Сеньора Карвалью поднялась и очень вежливо сказала, что ей надо принять других прибывших гостей, и Дженис должна выбросить из головы вчерашний инцидент. Дженис поняла, что плохо сориентировалась и неправильно выбрала время. Надо было вести разговор только в присутствии Леоны. Но в конце концов даже присутствие Леоны не помогло Дженис. В поместье ленч считался неофициальной процедурой и проходил или в доме, или во внутреннем дворике, в любом месте, где собиралось два-три человека и куда служанки подносили салаты, горячие блюда, большие кувшины с вином, сыры или сладкие пироги, в зависимости от настроя присутствующих. А вот вечерняя еда, обед, был более формальным мероприятием, к которому все переодевались. Это давало возможность Дженис больше не чувствовать себя опозоренной в глазах клана Карвалью, когда она села вместе со всеми за большой овальный стол в огромной столовой, стены которой были обшиты темными панелями.

Леона села между Мануэлом и одним из своих многочисленных дядюшек и выглядела великолепно. Дженис попала между двумя престарелыми тетушками и чувствовала, что даже Мануэл временно покинул ее.

После окончания торжественного обеда Дженис хотела ускользнуть и остаться наконец одной, но к ней подошла служанка и сказала, что сеньора Карвалью желает ее видеть. На этот раз Леона уже находилась в комнате матери, и Дженис была уверена, что настоящая правда так и не будет произнесена.

— Дженис, мне кажется, ты плохо себя чувствуешь, — сразу обратилась к ней Леона с такой неожиданной фразой.

— Сейчас со мной все в полном порядке, — ответила Дженис.

— Но тогда почему ты сказала моей маме, что вчера мы вместе были в Вила-Реал?

— Потому что это правда. Может быть, это ты страдаешь потерей памяти?

Возможно, что эти импульсивные слова были ошибкой в данной ситуации.

— Вчера я даже не приближалась к Вила-Реал. Может быть, тебя отвез туда кто-то другой, если ты там была.

— Но мы вместе с тобой ели наш ленч в таверне, а потом ты повезла меня по горным дорогам, — повторила Дженис. — Потом быстро стемнело, и мы остановились в деревне и там поужинали… Потом мне стало плохо, я прилегла, заснула, и когда проснулась, то тебя там уже не было.

Леона медленно покачала головой:

— Всем хорошо известно, что во время сбора урожая винограда даже воздух напоен фантазиями. Люди воображают себе события, которые в действительности никогда с ними не случались.

— Но ведь это случилось со мной!

— И когда вы проснулись, тот, кто был с вами в машине, уже уехал? — спросила сеньора.

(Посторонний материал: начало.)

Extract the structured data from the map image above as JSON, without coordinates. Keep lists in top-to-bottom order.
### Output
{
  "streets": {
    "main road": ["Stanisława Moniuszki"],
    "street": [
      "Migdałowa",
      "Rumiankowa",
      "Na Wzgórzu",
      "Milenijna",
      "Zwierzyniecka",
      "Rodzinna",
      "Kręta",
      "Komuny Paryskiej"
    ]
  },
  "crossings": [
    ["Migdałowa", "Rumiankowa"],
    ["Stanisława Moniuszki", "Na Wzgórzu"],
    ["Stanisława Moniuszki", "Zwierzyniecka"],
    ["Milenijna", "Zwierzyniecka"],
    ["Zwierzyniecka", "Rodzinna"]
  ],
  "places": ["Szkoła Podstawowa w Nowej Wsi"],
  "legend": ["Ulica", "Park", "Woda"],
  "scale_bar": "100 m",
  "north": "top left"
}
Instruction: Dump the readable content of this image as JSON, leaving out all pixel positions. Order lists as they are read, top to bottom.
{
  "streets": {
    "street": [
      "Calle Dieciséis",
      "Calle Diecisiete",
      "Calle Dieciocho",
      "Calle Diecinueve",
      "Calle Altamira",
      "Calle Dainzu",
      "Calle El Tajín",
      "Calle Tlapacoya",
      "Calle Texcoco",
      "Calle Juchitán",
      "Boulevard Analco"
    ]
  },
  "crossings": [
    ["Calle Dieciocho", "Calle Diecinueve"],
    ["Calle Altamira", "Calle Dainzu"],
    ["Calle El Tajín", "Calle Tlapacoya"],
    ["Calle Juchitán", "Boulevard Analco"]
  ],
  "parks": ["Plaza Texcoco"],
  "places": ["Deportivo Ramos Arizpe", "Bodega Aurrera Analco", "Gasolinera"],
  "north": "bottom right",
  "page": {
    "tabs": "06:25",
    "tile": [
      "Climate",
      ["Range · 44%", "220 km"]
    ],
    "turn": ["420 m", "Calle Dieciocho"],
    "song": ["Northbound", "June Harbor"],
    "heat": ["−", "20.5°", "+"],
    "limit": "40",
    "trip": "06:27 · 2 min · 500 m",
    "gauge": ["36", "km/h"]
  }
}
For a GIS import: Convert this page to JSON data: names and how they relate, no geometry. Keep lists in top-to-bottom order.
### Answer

— Леона привезла меня и уехала одна.

— Но моя машина все еще в Лиссабоне, — запротестовала Леона. — Как я могла тебя в ней вчера возить?

И тут-то до Дженис дошло, что Леона вела не знакомую зеленую машину, а небольшую черную.

— Ты вела не свою машину.

Леона стала нетерпеливо ходить по комнате.

— Это просто глупо! В любом случае Сельма подтвердит, что вчера мы сидели в ее комнате и долго разговаривали.

Сеньора переводила взгляд со своей дочери на Дженис.

— Я одобряю, — произнесла она, — что в наше время английские девушки обладают большой свободой, особенно когда они полностью независимы, как вы, зарабатывают себе на жизнь собственным трудом. Но если вы хотите уехать на целый день или даже на более долгий срок, было бы лучше сказать мне об этом.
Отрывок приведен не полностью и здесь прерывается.